Meanwhile, and especially marked in the higher income groups, “Average per capita food consumption in developing countries increased 28 percent between 1970 and 2005, three times the rate in developed countries.” At the same time, per capita income in developing countries nearly tripled during the period, the Amber Waves article notes, precipitating a shift toward increased calorie intake and the consumption of fattier and more processed foods, particularly in money-infused, urbanized behemoths like China, Brazil and India.
And although real food prices have increased over the past five years, they declined from 1970 until 2004, report Stacey Rosen and Shahla Shapouri in Amber Waves. This may explain why, between 1970 and 2005, per capita consumption of “...meat, eggs, and vegetable oils increased roughly threefold, while sugar increased 66 percent.”
Developing countries with the highest number of urban dwellers tend to maintain higher-calorie diets – and higher obesity rates. According to Chinese Academy of Medical Sciences’ Dr. Yangfeng Wu in a 2006 BMJ editorial entitled “Overweight and obesity in China,” data from China national surveys of nutrition show that “[e]nergy intake from animal sources has increased from 8% in 1982 to 25% in 2002, and the average energy intake from dietary fat among urban Chinese increased from 25% to 35%,” exceeding the maximum 30 percent recommended by WHO. Meanwhile, in India, two of every three urban women over the age of 35 are overweight or obese, according to the newly released results of a three-year national multi-site study on nutrition and nutrition-related noncommunicable diseases funded by the country’s Department of Science and Technology.
Urban consumers are presumably the driving force behind the more than fivefold growth between 1970 and 2005 in imports to developing countries of highly processed foods such as canned meats, breakfast cereals, pastries and wine. The surge in supermarkets – which in the last 20 years have become almost as ubiquitous in the developing world as in the developed – has fueled the prevalence of such convenient, and culpable, consumables as well.
And, of course, there is culture. “The likelihood of being overweight in the poorest 25% of the population is twice that of people in the highest quarter of economic class,” states Dr. Kelly D. Brownell, co-founder and director of Yale University’s Rudd Center for Food Policy and Obesity, in a 2007 LA Times series entitled “The Great Fat Debate.” Thus, while overweight and obesity are associated with poverty and lower income groups in developed Western countries today, in developing countries such as China and India, obesity may be rooted in the age-old cultural belief that “excess body fat represents health and prosperity,” explains Wu.
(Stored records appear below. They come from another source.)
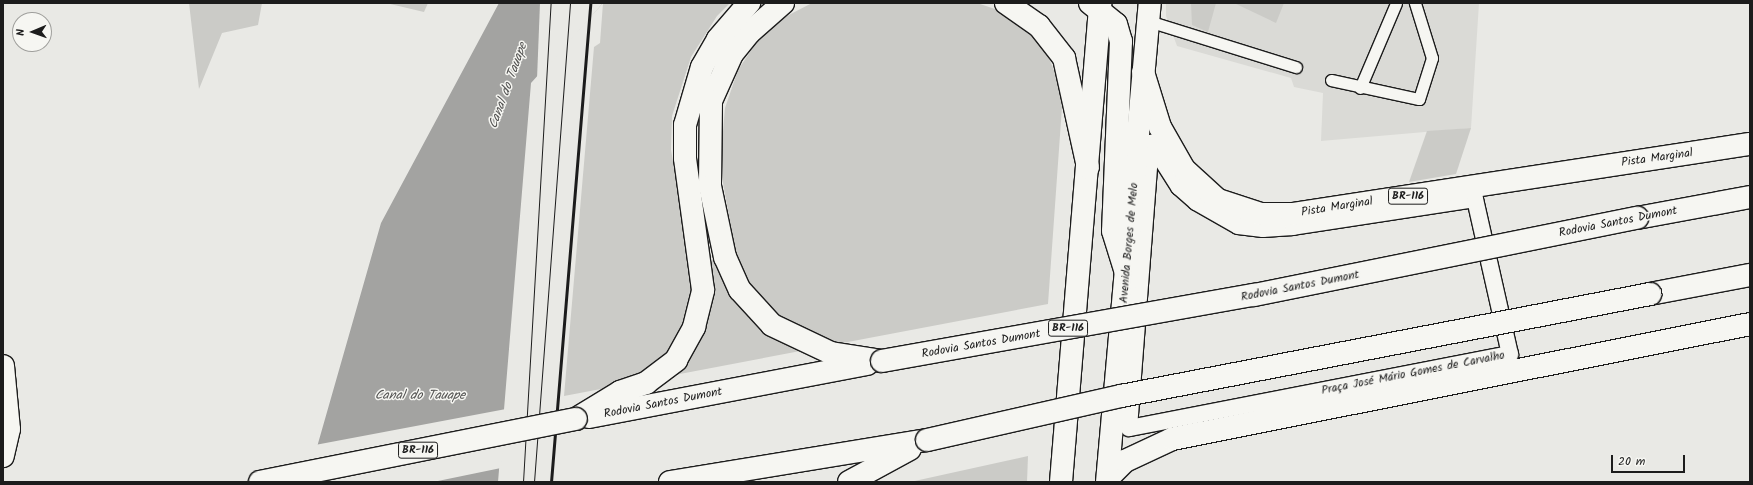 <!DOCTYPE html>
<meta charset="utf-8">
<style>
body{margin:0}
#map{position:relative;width:1753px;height:485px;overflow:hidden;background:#e9e9e5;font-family:Kalam,sans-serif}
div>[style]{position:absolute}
.built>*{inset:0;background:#dadad6}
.green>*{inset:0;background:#cbcbc7}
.water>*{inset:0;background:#a3a3a1}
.pier>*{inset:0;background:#e9e9e5}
.roads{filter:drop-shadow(1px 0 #1c1c1c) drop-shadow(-1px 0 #1c1c1c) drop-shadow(0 1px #1c1c1c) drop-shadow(0 -1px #1c1c1c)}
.service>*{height:11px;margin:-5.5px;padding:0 5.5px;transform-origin:5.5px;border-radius:5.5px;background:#f6f6f2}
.pedestrian>*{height:16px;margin:-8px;padding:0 8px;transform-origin:8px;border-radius:8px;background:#f6f6f2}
.minor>*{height:22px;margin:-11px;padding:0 11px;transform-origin:11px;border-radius:11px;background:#f6f6f2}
.primary>*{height:22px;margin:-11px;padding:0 11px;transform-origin:11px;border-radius:11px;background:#f6f6f2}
.trunk>*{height:22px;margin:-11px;padding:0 11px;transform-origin:11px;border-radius:11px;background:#f6f6f2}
.tram>*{height:1px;margin:-0.5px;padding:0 0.5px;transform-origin:0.5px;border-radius:0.5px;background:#1c1c1c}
.rail>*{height:3px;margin:-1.5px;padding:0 1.5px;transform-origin:1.5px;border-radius:1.5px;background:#1c1c1c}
.bridges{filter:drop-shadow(1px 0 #1c1c1c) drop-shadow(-1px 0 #1c1c1c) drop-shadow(0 1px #1c1c1c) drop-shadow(0 -1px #1c1c1c)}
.trunk-bridge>*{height:22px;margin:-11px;padding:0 11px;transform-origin:11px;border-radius:11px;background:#f6f6f2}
span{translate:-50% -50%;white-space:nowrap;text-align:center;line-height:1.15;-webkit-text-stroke:3px #f6f6f2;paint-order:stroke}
.shield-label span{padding:1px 3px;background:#f6f6f2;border:1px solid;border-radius:3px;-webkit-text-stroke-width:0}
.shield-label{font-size:11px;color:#1c1c1c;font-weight:700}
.street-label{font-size:12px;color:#1c1c1c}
.water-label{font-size:13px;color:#525251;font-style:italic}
.frame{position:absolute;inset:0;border:4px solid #1c1c1c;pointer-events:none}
.north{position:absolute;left:12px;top:12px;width:40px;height:40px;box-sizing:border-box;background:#f6f6f2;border:1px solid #9f9f9c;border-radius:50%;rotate:268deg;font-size:11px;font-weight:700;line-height:16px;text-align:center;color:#1c1c1c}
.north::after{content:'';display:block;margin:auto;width:14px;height:18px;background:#1c1c1c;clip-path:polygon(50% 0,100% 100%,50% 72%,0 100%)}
.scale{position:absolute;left:1611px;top:455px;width:74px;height:18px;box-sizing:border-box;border:2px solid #1c1c1c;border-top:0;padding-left:5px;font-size:12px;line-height:14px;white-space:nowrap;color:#1c1c1c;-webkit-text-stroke:3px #f6f6f2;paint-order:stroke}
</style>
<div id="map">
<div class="built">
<i style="clip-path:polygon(1166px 3px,1479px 3px,1471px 128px,1321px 141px,1323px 93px,1294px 87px,1291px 78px,1177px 46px,1166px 16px)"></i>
</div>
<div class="green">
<i style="clip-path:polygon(189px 3px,262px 3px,258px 25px,222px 33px,199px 89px)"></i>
<i style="clip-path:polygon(386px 3px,428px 3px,424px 12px)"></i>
<i style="clip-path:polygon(603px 3px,730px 3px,717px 16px,691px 57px,672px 116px,671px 150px,691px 263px,736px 255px,720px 166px,725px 108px,738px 70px,758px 40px,783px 18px,812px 3px,977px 3px,1001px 11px,1043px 43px,1057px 78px,1062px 107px,1048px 304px,564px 396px,594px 47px,600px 43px)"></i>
<i style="clip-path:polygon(1191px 3px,1216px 3px,1208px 32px,1192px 25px)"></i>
<i style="clip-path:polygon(1234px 3px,1284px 3px,1276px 23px)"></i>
<i style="clip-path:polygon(1471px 128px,1456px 174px,1409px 182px,1427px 131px)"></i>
<i style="clip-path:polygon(1028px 456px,1027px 482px,910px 482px)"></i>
</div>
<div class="water">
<i style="clip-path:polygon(499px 3px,603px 3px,531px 83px,498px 482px,307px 482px,381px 223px)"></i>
</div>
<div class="pier">
<i style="clip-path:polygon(540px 3px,603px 3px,537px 79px)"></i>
<i style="clip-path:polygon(506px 409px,501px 468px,433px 482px,305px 482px,315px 445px)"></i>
</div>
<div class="roads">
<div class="service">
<i style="left:1148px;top:21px;width:155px;rotate:17.3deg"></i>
<i style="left:1331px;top:80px;width:90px;rotate:12.2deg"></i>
<i style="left:1419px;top:99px;width:43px;rotate:-72.4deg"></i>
<i style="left:1432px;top:58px;width:58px;rotate:-107.2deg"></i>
<i style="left:1360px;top:88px;width:92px;rotate:-67deg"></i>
</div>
<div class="pedestrian">
<i style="left:1151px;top:143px;width:52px;rotate:57.5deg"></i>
<i style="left:1179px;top:187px;width:23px;rotate:41deg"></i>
<i style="left:1196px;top:202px;width:48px;rotate:29.7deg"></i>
<i style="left:1238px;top:226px;width:25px;rotate:7deg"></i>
<i style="left:1263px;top:229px;width:30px;rotate:-4deg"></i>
<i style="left:1293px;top:227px;width:184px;rotate:-8.7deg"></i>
<i style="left:1475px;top:199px;width:159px;rotate:77.3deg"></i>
<i style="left:1510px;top:354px;width:388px;rotate:169deg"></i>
<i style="left:1129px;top:428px;width:286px;rotate:-85.6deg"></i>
</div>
<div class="minor">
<i style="left:3px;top:366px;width:63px;rotate:84.6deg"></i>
<i style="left:9px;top:429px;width:28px;rotate:103deg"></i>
</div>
<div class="primary">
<i style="left:1143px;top:72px;width:58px;rotate:72.8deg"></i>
<i style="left:1160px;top:127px;width:48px;rotate:60.3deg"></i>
<i style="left:1184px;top:169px;width:46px;rotate:42.4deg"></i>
<i style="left:1218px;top:200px;width:45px;rotate:18deg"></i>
<i style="left:1261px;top:214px;width:31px"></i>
<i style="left:1292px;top:214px;width:463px;rotate:-8.7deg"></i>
<i style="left:1061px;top:482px;width:481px;rotate:-85.3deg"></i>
<i style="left:1107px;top:482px;width:481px;rotate:-84.9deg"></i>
</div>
<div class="trunk">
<i style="left:783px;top:3px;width:45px;rotate:138.6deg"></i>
<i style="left:749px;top:33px;width:27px;rotate:129deg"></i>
<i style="left:732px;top:54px;width:51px;rotate:114.1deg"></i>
<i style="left:711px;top:101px;width:85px;rotate:90.7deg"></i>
<i style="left:710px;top:186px;width:73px;rotate:78.1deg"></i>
<i style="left:725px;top:257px;width:36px;rotate:66deg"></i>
<i style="left:740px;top:290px;width:47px;rotate:47.6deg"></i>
<i style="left:772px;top:325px;width:65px;rotate:25.4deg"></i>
<i style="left:831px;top:353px;width:52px;rotate:8.9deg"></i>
<i style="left:1006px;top:3px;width:40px;rotate:34.9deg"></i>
<i style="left:1039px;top:26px;width:41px;rotate:52deg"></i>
<i style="left:1064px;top:58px;width:112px;rotate:77.6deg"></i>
<i style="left:1090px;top:3px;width:33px;rotate:39deg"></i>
<i style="left:1116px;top:24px;width:18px;rotate:74deg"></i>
<i style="left:1121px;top:41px;width:190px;rotate:92.4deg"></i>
<i style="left:1113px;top:231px;width:47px;rotate:72.7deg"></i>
<i style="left:1637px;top:218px;width:115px;rotate:-10.5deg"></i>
<i style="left:1650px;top:294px;width:102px;rotate:-10.8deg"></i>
<i style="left:589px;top:417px;width:283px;rotate:-10.8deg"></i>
<i style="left:576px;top:419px;width:52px;rotate:-31.5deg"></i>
<i style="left:620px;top:392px;width:28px;rotate:-19deg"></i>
<i style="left:646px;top:383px;width:38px;rotate:-37deg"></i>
<i style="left:676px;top:360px;width:38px;rotate:-61deg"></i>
<i style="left:694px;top:327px;width:38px;rotate:-76deg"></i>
<i style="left:703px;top:290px;width:133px;rotate:-97.8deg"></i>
<i style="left:685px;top:158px;width:33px;rotate:-90deg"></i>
<i style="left:685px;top:125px;width:60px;rotate:-73.7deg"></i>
<i style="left:702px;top:67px;width:32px;rotate:-60deg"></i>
<i style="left:718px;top:39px;width:48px;rotate:-49.3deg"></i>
<i style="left:1108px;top:478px;width:24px;rotate:-45deg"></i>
<i style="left:1125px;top:461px;width:52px;rotate:-25.1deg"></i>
<i style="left:1172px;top:439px;width:589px;rotate:-11.25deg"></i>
<i style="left:670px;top:482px;width:260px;rotate:-9.3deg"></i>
<i style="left:849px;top:482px;width:69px;rotate:-28.4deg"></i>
</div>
</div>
<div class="tram">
<i style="left:523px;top:482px;width:480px;rotate:-86.7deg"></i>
<i style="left:534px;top:482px;width:480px;rotate:-85.7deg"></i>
</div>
<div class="rail">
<i style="left:551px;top:482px;width:481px;rotate:-85.3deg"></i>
</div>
<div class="bridges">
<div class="trunk-bridge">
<i style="left:882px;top:361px;width:378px;rotate:-10.1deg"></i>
<i style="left:1254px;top:295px;width:391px;rotate:-11.4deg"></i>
<i style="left:927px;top:440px;width:199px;rotate:-12.8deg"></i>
<i style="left:1121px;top:396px;width:539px;rotate:-10.91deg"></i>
<i style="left:260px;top:482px;width:322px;rotate:-11.3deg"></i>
</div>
</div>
<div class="shield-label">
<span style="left:1408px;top:196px">BR-116</span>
<span style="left:1068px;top:328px">BR-116</span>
<span style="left:418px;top:450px">BR-116</span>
</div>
<div class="street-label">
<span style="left:1657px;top:158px;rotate:-8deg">Pista Marginal</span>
<span style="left:1337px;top:207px;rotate:-9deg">Pista Marginal</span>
<span style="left:1618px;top:222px;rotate:-11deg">Rodovia Santos Dumont</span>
<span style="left:1129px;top:243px;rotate:-85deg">Avenida Borges de Melo</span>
<span style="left:1300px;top:286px;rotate:-11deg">Rodovia Santos Dumont</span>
<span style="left:981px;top:344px;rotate:-10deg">Rodovia Santos Dumont</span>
<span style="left:1413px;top:373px;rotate:-11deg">Praça José Mário Gomes de Carvalho</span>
<span style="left:663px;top:403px;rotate:-11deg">Rodovia Santos Dumont</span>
</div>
<div class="water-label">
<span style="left:509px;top:86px;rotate:-70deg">Canal do Tauape</span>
<span style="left:420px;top:396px">Canal do Tauape</span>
</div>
<div class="frame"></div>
<div class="north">N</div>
<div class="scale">20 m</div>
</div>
Bigger children are often considered evidence of affluence and success in China, for example, and with the country’s one-child rule, overweight youth are a dime a dozen, as food that used to be shared by multiple siblings prior to 1979 is now consumed by one person, observes George Washington University’s Dr. Tsung O. Cheng in a July 2008 reader’s letter on Beijing Review.com.
Just a few years ago, China was already spending about 5 percent of its gross national product (GNP) on direct and indirect costs related to poor diet, lack of physical activity and obesity, according to Popkin in the August 2006 National Geographic News article “Obesity Explosion May Weigh on China's Future.” As overweight and obesity figures there continue to skyrocket, “...it’s only a matter of time before obesity-related spending catches up to that of the United States, which spends 17 to 20 percent of its GNP on related costs,” Popkin says.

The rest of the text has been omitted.